§ **Task to carry out**
Using the records below, give the number of lines where the word "border" appears, with no further output.

§ **Data**
···
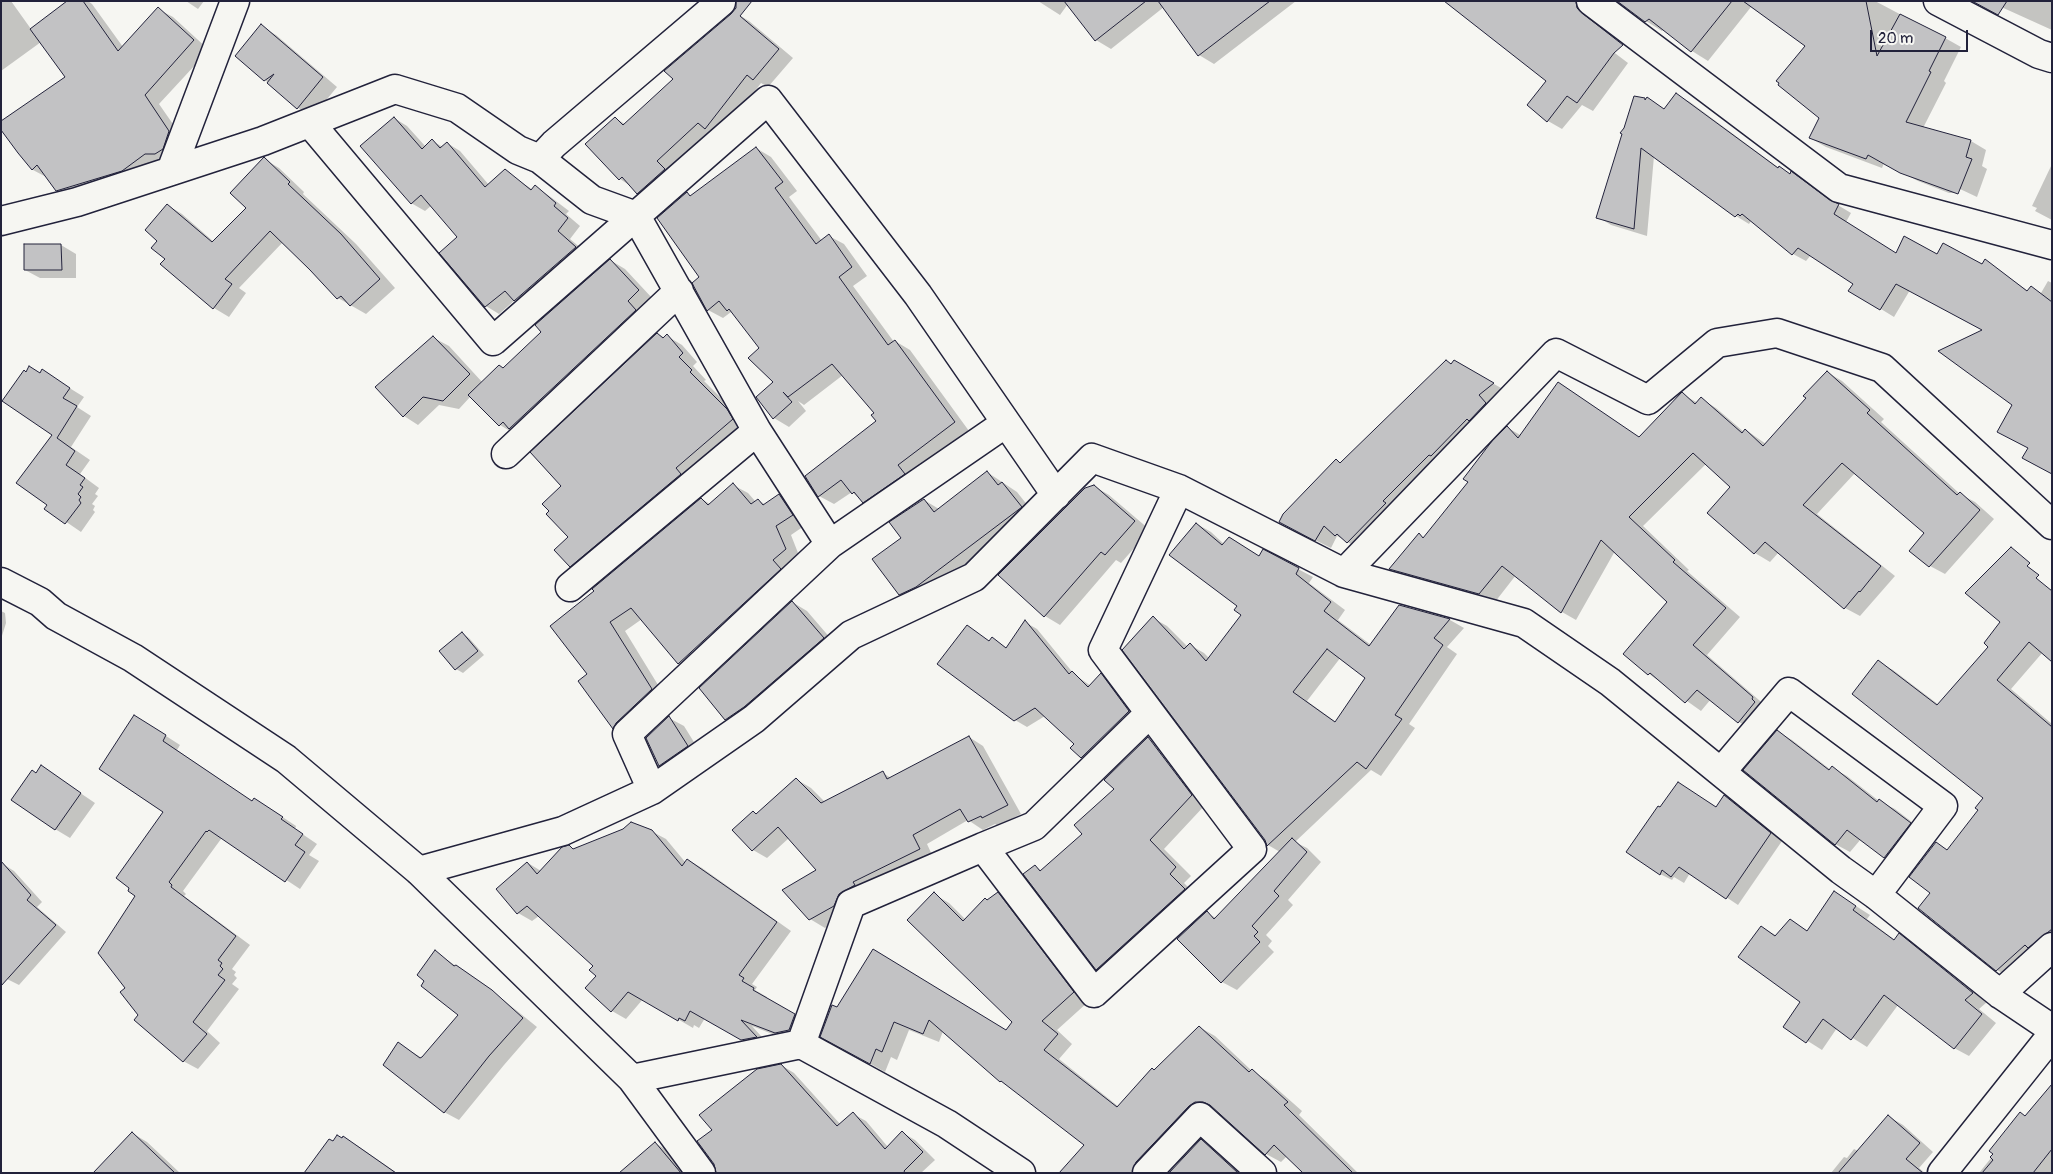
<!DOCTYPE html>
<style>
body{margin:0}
#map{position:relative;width:2053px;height:1174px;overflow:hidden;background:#f6f6f2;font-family:Pangolin,sans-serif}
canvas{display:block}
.frame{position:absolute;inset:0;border:2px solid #22223b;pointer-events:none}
.scale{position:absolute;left:1870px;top:30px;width:98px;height:22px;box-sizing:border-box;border:2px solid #22223b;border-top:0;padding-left:6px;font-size:15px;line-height:18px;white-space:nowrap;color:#22223b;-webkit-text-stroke:4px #f6f6f2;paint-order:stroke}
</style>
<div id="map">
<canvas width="2053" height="1174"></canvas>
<div class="frame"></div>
<div class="scale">20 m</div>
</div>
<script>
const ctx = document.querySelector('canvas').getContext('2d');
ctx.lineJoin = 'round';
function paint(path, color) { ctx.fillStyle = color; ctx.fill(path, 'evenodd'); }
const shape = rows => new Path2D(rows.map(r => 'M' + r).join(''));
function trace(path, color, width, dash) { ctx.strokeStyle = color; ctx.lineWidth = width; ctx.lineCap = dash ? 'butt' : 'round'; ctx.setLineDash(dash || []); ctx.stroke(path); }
const shadow = shape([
 [1,1,11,1,31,29,69,1,88,1,92,4,123,47,158,9,173,17,209,50,159,104,184,140,178,157,72,199,57,190,48,178,33,170,1,127,67,77,41,42,1,71],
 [186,1,204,1,198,9],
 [1038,1,1070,1,1060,15],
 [1101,1,1296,1,1214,64,1199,55,1164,7,1111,49,1096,40,1078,18],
 [1546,1,1628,63,1593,111,1582,105,1562,129,1548,121],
 [1619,1,1875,1,1945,38,1961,47,1944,81,1946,83,1923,128,1971,141,1986,150,1982,166,1987,169,1977,197,1960,189,1958,193,1949,193,1918,181,1884,163,1882,168,1826,147,1810,138,1821,118,1806,46,1751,7,1708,61,1692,51,1664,29,1662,31,1646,21],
 [1988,1,2052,1,2052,30],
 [734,12,749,21,793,58,768,87,761,83,720,137,653,201,620,179,587,144,615,118,625,124,675,79],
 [261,26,276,35,337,87,313,116,298,108,265,80],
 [1677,95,1690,102,1779,168,1805,181,1836,204,1851,213,1846,222,1896,254,1938,256,1982,266,1986,261,2028,291,2031,287,2041,293,2048,281,2052,283,2052,473,2029,448,1984,331,1910,290,1894,317,1850,290,1855,283,1811,255,1806,261,1793,254,1751,221,1749,224,1736,216,1654,156,1647,236,1611,225,1598,217,1645,99,1648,99,1665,110],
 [394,118,407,126,426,147,432,141,443,147,447,143,460,151,489,185,505,171,533,190,535,187,548,195,569,211,566,214,580,226,570,239,589,255,529,308,515,300,499,314,486,306,441,253,459,237,432,205,425,211,411,203],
 [756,148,771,157,797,191,789,197,822,241,829,236,844,244,867,276,853,286,894,342,895,341,910,350,969,431,912,474,878,510,863,502,852,492,834,504,819,496,878,421,876,413,843,375,804,405,798,401,806,411,789,427,774,418,757,397,775,382,761,348,735,314,731,312,723,318,708,310,687,193,691,196],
 [264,159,279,168,304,192,303,194,356,244,395,288,366,314,338,298,283,242,239,288,246,293,229,317,214,308,166,259,159,240,167,205,182,214,214,242,248,208],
 [2052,164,2052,220,2035,211,2037,208,2032,206],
 [61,245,76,254,76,278,40,278,25,270],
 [610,260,625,269,653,299,515,434,500,425,471,396,459,409,439,405,418,425,404,416,434,338,449,346,483,383,504,369,543,332],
 [658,334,665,338,667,336,682,345,697,362,693,366,706,380,704,381,742,419,747,428,586,574,571,566,570,537,563,486],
 [1454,361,1508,392,1363,551,1337,536,1331,548,1295,530,1341,464],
 [42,371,84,397,77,407,91,416,71,447,90,460,80,474,99,488,95,494,98,496,92,504,95,506,93,510,95,512,81,532,46,508,48,505,54,434,41,374],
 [1827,372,1842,381,1884,419,1881,422,1960,494,1975,502,1994,519,1945,574,1930,566,1926,533,1855,473,1817,514,1895,576,1860,616,1845,608,1779,552,1770,562,1755,553,1709,513,1732,487,1706,464,1643,526,1689,570,1687,571,1740,617,1707,655,1767,707,1754,730,1739,722,1711,699,1701,711,1649,674,1668,602,1615,551,1576,620,1562,612,1516,575,1495,602,1405,577,1391,569,1419,535,1425,538,1469,482,1508,428,1522,436,1640,438,1682,394,1698,403,1701,399,1716,408,1744,432,1746,430,1766,444,1808,398],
 [987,472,1017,492,1036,516,915,603,900,594,924,500,939,509],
 [733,485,748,493,756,502,758,500,766,505,779,495,794,504,807,524,791,535,800,558,694,672,679,664,642,619,625,631,666,698,628,736,614,728,580,682,589,674,596,591,702,499,710,504],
 [1094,486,1109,495,1150,530,1121,563,1116,560,1060,625,1045,616,1000,575],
 [1197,524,1211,532,1225,545,1260,558,1264,551,1313,577,1309,583,1345,610,1338,620,1371,645,1400,606,1450,620,1464,628,1447,647,1457,654,1409,724,1415,728,1381,776,1371,770,1295,842,1307,848,1321,862,1288,900,1293,905,1266,935,1272,941,1268,946,1274,952,1237,990,1222,982,1207,913,1216,918,1280,852,1268,845,1153,618,1167,626,1188,647,1190,645,1204,653,1210,659,1243,615],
 [1341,657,1367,678,1336,722,1307,701],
 [2052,592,2043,652,2011,689,2052,724,2052,949,2012,979,1997,970,1920,908,1931,893,1936,843,1948,850,1980,810,1985,798,1878,662,1893,670,1939,705],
 [792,602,807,611,838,647,741,728,726,719],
 [1,611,5,613,6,623,1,639],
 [1025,622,1037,629,1074,674,1091,686,1101,675,1113,682,1140,719,1094,764,1082,757,1072,748,1075,744,1045,716,1027,727,1015,720,990,642,992,639,1007,648],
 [462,633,469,638,484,655,463,673,456,669],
 [669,718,684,726,702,755,674,774,660,766],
 [149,725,180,745,177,750,253,802,254,799,269,808,296,826,295,829,317,844,309,855,319,861,300,889,223,838,221,839,183,891,186,894,184,896,250,945,232,969,236,972,234,975,237,978,232,984,239,989,207,1031,220,1043,198,1069,183,1061,140,1015,127,988,137,896,165,812],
 [1778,732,1792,740,1831,770,1832,768,1847,776,1879,801,1895,809,1925,832,1900,866,1861,839,1850,852,1835,844],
 [969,737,983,746,1021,814,998,826,995,824,983,830,968,820,927,844,933,857,848,914,825,928,810,919,818,870,789,838,767,858,753,850,757,815,796,779,811,788,825,802,883,773,891,778],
 [1148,738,1163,747,1206,804,1164,849,1191,876,1184,883,1199,898,1112,978,1097,969,1035,866,1042,871,1084,834],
 [42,767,95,803,70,838,55,829,37,774],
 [1725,797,1736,804,1782,841,1738,905,1690,873,1684,883,1674,877,1672,880,1660,874,1661,809,1716,808],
 [651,831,666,839,686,863,688,860,702,868,791,931,752,984,757,987,755,990,767,997,766,999,808,1024,790,1041,752,1026,769,1045,756,1048,705,1018,699,1028,694,1025,693,1028,643,999,626,1019,612,1011,594,966,539,916,532,921,518,913,528,863,541,871,574,850],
 [3,864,14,871,42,902,37,907,66,932,19,985,7,979],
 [1834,892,1870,915,1867,919,1895,940,1899,935,1914,943,1987,1002,1979,1009,1996,1023,1969,1056,1954,1048,1898,1005,1867,1047,1837,1028,1822,1050,1784,1026,1801,1001,1762,927,1777,936,1790,920,1808,931],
 [934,894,949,903,966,920,998,894,1013,902,1088,1002,1057,1030,1072,1044,1059,1059,1119,1107,1199,1027,1215,1036,1252,1071,1267,1080,1302,1111,1299,1115,1358,1173,1305,1173,1287,1156,1281,1162,1266,1154,1217,1110,1212,1110,1150,1173,1079,1173,1086,1145,1013,1088,1001,1081,943,1031,939,1042,909,1030,897,1060,891,1057,885,1072,837,1045,838,1009,873,951,1007,1031,1014,1022],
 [435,952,485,985,537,1027,504,1065,459,1120,444,1112,399,1044,422,1058,460,1014],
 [781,1065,794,1073,841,1125,853,1114,866,1121,888,1147,903,1133,915,1140,935,1160,921,1173,717,1173,713,1130],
 [2052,1086,2052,1173,1979,1173,1991,1158],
 [1888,1116,1903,1125,1933,1152,1919,1168,1925,1173,1831,1173,1844,1157,1847,1158,1854,1149,1858,1151],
 [132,1133,147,1142,180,1173,95,1173],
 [344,1138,358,1146,397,1173,311,1173,334,1142],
 [1201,1140,1216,1149,1242,1173,1170,1173],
 [655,1143,670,1152,689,1173,621,1173]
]);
const building = shape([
 [67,1,83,1,118,51,158,7,194,40,145,95,169,131,163,149,155,154,145,154,122,171,56,191,37,165,32,170,18,153,1,130,1,121,65,77,30,29,67,1],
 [736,1,752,1,740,16,779,49,753,80,747,75,705,129,698,123,657,161,665,169,637,194,622,177,619,180,585,144,615,117,623,125,673,79,664,71,731,14,736,8,736,1],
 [1064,1,1146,1,1095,41,1064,1],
 [1158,1,1270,1,1198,56,1158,1],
 [1444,1,1576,1,1577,8,1582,13,1623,45,1614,53,1577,103,1567,96,1547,122,1527,105,1546,81,1444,1],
 [1617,1,1732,1,1691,52,1649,19,1645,22,1617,1],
 [1743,1,1866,1,1877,56,1900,14,1946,37,1929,71,1931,72,1906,122,1971,140,1966,157,1972,159,1958,194,1900,173,1868,155,1866,159,1809,138,1819,118,1778,85,1779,83,1776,81,1805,46,1743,1],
 [1972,1,2007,1,1998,15,1972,1],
 [261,24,323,77,297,109,267,83,274,74,264,81,235,56,261,24],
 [1676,93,1778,168,1779,166,1790,174,1791,171,1830,200,1839,204,1834,214,1896,253,1904,236,1937,254,1943,243,1982,264,1985,259,2027,291,2031,286,2052,302,2052,474,2022,458,2028,448,1997,432,2012,405,1938,351,1982,330,1896,284,1880,310,1848,291,1853,284,1798,248,1792,255,1742,214,1740,216,1738,214,1735,217,1641,148,1634,229,1596,218,1622,134,1620,133,1624,128,1634,96,1645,98,1645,100,1647,97,1664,109,1676,93],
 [394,117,422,149,432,139,440,148,447,142,485,187,505,169,531,190,535,185,556,203,554,206,568,218,558,231,576,247,514,301,505,291,485,307,439,253,457,237,421,195,411,204,360,146,394,117],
 [756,147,783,182,775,188,816,244,829,234,852,267,839,277,888,345,895,340,955,422,898,465,905,474,863,503,854,492,852,494,841,480,818,497,805,476,876,421,871,415,874,413,832,364,788,397,783,392,792,402,773,419,756,397,773,382,748,358,759,348,729,309,727,311,719,301,707,311,692,283,699,277,657,218,687,192,690,196,756,147],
 [264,157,290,182,288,184,341,234,380,279,350,306,341,296,337,299,310,270,270,231,225,279,232,284,213,309,160,264,165,259,151,248,157,241,145,230,167,204,212,242,246,208,230,193,264,157],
 [24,244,61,244,62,270,24,270,24,244],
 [610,259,639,290,628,301,636,310,509,429,503,422,499,426,468,395,499,365,503,368,541,332,535,325,610,259],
 [657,333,663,338,667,334,683,353,679,357,692,370,690,372,727,409,733,419,676,468,681,474,570,567,554,550,568,537,546,514,549,511,542,504,561,486,530,452,657,333],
 [433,336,470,374,443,401,423,397,403,417,375,387,433,336],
 [1446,360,1451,364,1454,360,1494,383,1479,395,1486,403,1469,421,1467,419,1431,456,1429,455,1383,501,1386,503,1347,543,1337,534,1335,536,1324,526,1315,541,1279,522,1283,514,1336,459,1340,463,1446,360],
 [29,366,40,373,42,369,70,388,63,398,77,406,57,438,75,451,66,465,85,478,80,485,83,487,78,494,81,497,79,500,81,503,65,524,44,509,47,505,16,483,52,435,2,401,24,370,26,372,29,366],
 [1827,371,1870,410,1867,413,1957,495,1960,492,1980,510,1929,567,1909,551,1924,533,1842,463,1803,505,1881,566,1860,592,1859,591,1844,609,1765,542,1754,554,1707,513,1730,487,1693,453,1629,517,1675,560,1673,562,1726,608,1693,645,1753,697,1752,699,1755,702,1738,723,1697,690,1685,703,1650,673,1648,675,1623,654,1667,602,1601,540,1561,613,1502,566,1479,594,1389,569,1419,533,1423,538,1468,482,1463,479,1492,441,1507,426,1518,438,1558,382,1639,437,1682,392,1695,404,1701,397,1742,433,1745,429,1763,446,1806,398,1803,396,1827,371],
 [987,471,998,485,1002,482,1022,507,916,587,899,595,872,559,901,538,889,522,924,499,934,512,987,471],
 [733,483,751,504,758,499,763,505,779,494,793,515,776,526,786,549,773,560,781,569,678,664,631,608,610,622,652,689,616,723,613,729,578,681,587,674,550,626,594,591,592,589,701,498,708,505,733,483],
 [1094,485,1135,521,1105,555,1101,552,1044,617,998,575,1085,488,1094,485],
 [1196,523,1222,545,1229,537,1259,556,1263,549,1299,568,1296,574,1331,602,1324,611,1369,646,1399,605,1450,619,1434,638,1443,645,1395,715,1402,719,1366,769,1357,762,1267,846,1265,840,1122,650,1153,616,1184,649,1190,643,1206,661,1241,615,1234,610,1237,606,1169,555,1196,523],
 [1327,649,1365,678,1335,722,1293,692,1327,649],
 [2011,547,2030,563,2027,566,2039,575,2036,578,2052,591,2052,662,2029,642,1997,680,2052,727,2052,929,2028,948,2025,945,1996,971,1918,908,1930,893,1909,877,1936,842,1947,850,1978,810,1975,808,1983,798,1852,694,1878,660,1937,705,1988,647,1984,643,2000,622,1965,593,2011,547],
 [792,601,824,638,744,707,725,720,699,688,792,601],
 [1025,620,1069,674,1072,671,1088,687,1101,673,1129,711,1081,758,1070,748,1074,744,1035,708,1014,721,937,664,967,625,989,641,992,637,1006,648,1025,620],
 [462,632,478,651,455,670,439,651,462,632],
 [134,715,166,735,163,741,252,801,254,798,283,817,281,819,303,834,295,845,305,852,285,882,209,830,207,832,206,831,169,882,172,885,171,887,236,936,218,960,222,963,220,966,223,969,218,975,225,980,193,1022,207,1034,183,1062,134,1020,138,1015,120,992,125,988,98,953,135,896,128,891,129,888,116,878,163,812,99,769,134,715],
 [669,716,688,746,659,766,646,738,669,716],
 [1777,730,1829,770,1832,766,1877,802,1879,799,1911,823,1884,858,1847,830,1835,845,1743,770,1777,730],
 [969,736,1008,805,982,818,981,816,968,822,960,809,913,835,920,849,853,882,855,885,839,894,834,906,809,920,782,890,816,870,778,827,752,851,732,830,753,811,756,814,796,778,821,803,883,771,887,779,969,736],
 [1148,737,1192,795,1150,840,1176,867,1170,874,1185,889,1096,970,1023,874,1035,865,1040,871,1082,834,1074,825,1114,789,1104,780,1148,737],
 [41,765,81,793,55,830,11,800,32,770,36,773,41,765],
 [1678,782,1716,807,1724,795,1771,833,1726,899,1679,867,1671,877,1662,870,1660,875,1626,852,1658,806,1660,807,1678,782],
 [631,822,652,830,682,866,687,859,777,922,739,975,744,978,742,981,754,988,753,990,795,1014,789,1030,775,1033,741,1020,757,1037,741,1040,690,1011,685,1021,679,1018,678,1021,628,992,611,1012,585,988,596,976,589,970,593,966,527,906,517,914,496,889,527,862,537,874,562,847,569,845,573,849,623,829,631,822],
 [1292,838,1307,852,1274,891,1279,896,1252,926,1258,932,1254,936,1260,942,1221,983,1177,939,1207,911,1214,919,1292,838],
 [1,861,31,895,27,900,56,925,1,986,1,861],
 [1834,891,1856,906,1853,910,1894,940,1899,933,1973,993,1965,1000,1982,1014,1954,1049,1884,995,1851,1040,1823,1019,1806,1043,1783,1027,1800,1002,1738,957,1761,926,1775,936,1790,919,1807,931,1834,891],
 [934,892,963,921,985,898,987,900,998,892,1074,992,1042,1021,1058,1034,1044,1050,1117,1107,1152,1068,1154,1070,1199,1026,1249,1072,1252,1069,1288,1102,1284,1105,1353,1173,1303,1173,1274,1145,1265,1155,1210,1105,1203,1102,1195,1102,1189,1106,1136,1162,1132,1173,1059,1173,1084,1145,1001,1081,1000,1082,929,1020,923,1034,894,1022,882,1052,876,1049,870,1064,820,1037,832,1005,837,1007,873,949,1006,1030,1012,1022,907,920,934,892],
 [435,950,454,966,456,965,492,990,523,1018,489,1056,444,1113,383,1065,398,1042,420,1058,422,1057,458,1015,421,986,424,981,417,975,435,950],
 [781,1064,837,1126,853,1112,885,1149,902,1131,923,1152,904,1171,905,1173,716,1173,714,1164,697,1141,712,1130,699,1115,757,1069,781,1064],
 [2052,1084,2052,1149,2033,1173,1982,1173,1993,1160,1990,1157,1993,1154,1989,1151,2020,1112,2025,1116,2052,1084],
 [1888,1115,1920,1143,1906,1159,1923,1173,1838,1173,1888,1115],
 [132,1132,175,1173,93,1173,132,1132],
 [337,1135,342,1138,343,1136,396,1173,304,1173,329,1139,333,1141,337,1135],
 [1201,1139,1238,1173,1169,1173,1201,1139],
 [655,1142,681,1173,619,1173,655,1142]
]);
const minor = shape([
 [1591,1,1839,188,2052,245],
 [1938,1,2039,54,2052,58],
 [310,123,493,341,768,100,918,295,1056,495],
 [540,159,592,200,636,216,757,431,830,544,1006,423],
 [171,171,235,1],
 [1,221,77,202,263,141,395,89,457,108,518,150,540,159,554,144,721,2],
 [506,454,679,291],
 [1344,573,1556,353,1648,400,1717,343,1777,333,1882,368,2052,525],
 [1,582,40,602,56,616,133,658,286,759,419,871,632,1079,701,1173],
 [570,587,757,431],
 [1721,772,1789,692,1943,806,1876,895],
 [652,790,627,734,830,544],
 [983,847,1034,826,1150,713],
 [419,871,563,831,652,790,754,719,851,635,974,577,1092,458,1179,489,1344,573,1524,623,1610,682,1841,870,1876,895,2000,994,2052,1029],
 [2000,994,2052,947],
 [801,1044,851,904,983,847,1094,993,1252,849,1103,650,1179,489],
 [632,1079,801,1044,947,1124,1021,1173],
 [1147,1173,1200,1117,1262,1173],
 [1942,1173,2052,1035]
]);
paint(shadow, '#0003');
paint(building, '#c2c2c4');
trace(building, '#22223b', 1);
trace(minor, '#22223b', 31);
trace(minor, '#f6f6f2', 28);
</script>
···
§ **Answer below**
2